As of 31 March 2024, RSE's portfolio included notable holdings such as Permian Resources and Crescent Point Energy, with a mix of listed and unlisted assets, focusing increasingly on decarbonization projects. RSE’s recent price per share of ~900 GBp per share, represents a 33% discount to headline NAV, with 74% of NAV in cash or liquid public positions. The discount to public investments is about 14%, and the implied discount to private assets is 111%. The stock is likely undervalued due include small market capitalization, UK listing, closed-end fund status, and the complex mix of conventional and decarbonization assets. Despite historical issues with performance fees, the revised management agreement in 2019 has improved alignment with unit holders.
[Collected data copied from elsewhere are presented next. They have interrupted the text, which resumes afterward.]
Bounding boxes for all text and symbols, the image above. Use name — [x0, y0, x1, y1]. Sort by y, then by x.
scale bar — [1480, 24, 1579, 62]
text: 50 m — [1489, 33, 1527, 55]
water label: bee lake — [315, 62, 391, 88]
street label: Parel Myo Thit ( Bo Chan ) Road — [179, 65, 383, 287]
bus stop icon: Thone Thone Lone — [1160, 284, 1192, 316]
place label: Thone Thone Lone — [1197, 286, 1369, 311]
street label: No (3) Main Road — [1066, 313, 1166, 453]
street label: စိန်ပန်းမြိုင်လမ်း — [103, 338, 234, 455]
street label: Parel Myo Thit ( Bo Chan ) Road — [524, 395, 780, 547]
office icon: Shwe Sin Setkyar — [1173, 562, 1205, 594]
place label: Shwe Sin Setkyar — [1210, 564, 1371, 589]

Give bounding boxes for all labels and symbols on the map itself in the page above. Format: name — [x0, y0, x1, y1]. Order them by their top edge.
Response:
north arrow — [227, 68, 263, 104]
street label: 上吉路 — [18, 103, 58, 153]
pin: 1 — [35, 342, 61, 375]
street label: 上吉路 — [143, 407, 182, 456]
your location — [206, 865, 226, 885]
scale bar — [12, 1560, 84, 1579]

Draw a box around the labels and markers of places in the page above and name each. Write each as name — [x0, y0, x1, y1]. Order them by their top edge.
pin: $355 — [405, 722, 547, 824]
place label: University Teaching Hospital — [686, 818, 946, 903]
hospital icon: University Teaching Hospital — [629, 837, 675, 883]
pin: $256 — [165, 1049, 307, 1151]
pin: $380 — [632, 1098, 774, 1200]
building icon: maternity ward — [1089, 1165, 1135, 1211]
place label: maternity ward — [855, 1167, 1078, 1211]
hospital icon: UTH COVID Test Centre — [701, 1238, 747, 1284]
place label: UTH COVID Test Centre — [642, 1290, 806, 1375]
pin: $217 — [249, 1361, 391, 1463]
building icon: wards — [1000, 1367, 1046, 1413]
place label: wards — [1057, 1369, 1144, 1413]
RSE’s strategy of returning capital through significant share buybacks and tender offers has been accretive to NAV per share. The company executed a major buyback in March 2024, acquiring 15 million shares at 1,050 pence each (over 35% of shares outstanding). The potential for further buybacks or a wind-down scenario could address the persistent NAV discount and illiquidity, offering significant upside for unit holders. I suggest reviewing the December 2022 write-up from Chevalierd'Aven for additional background.
Investment Thesis
Market implied valuations: At ~900 GBp per share, RSE is trading at 33% discount to headline NAV. However, 74% of net asset value now consists of cash or liquid public positions. The discount to public investments is approximately 14% and the implied discount to private assets is 111%. Even writing off all remaining decarbonisation investments would suggests mid-teen discount to NAV.
Mispricing source: technical sources of mispricing likely include lack of sell-side coverage due to (1) small market capitalization, (2) UK-listing, (3) closed-end fund (few natural buyers), and (4) unusual combination of conventional and decarbonisation assets. Analytical complexity is driven by a combination of public and private holdings, fee structure, and underlying foreign currency.
RSE also suffers from historical perceptions around the Fund’s egregious performance fee structure prior to the revised IMA in 2019. The Investment Manager charged a 20% performance fee on individual gains, regardless of overall portfolio level performance and before tax (typically more than 28%). A wind-down vote triggered by failures on Invested Capital Target Return and share price resulted in substantial revisions to the IMA. The revised performance fee structure is much more aligned with unit holders. Riverstone Group also owns 8% of RSE shares, suggesting further alignment.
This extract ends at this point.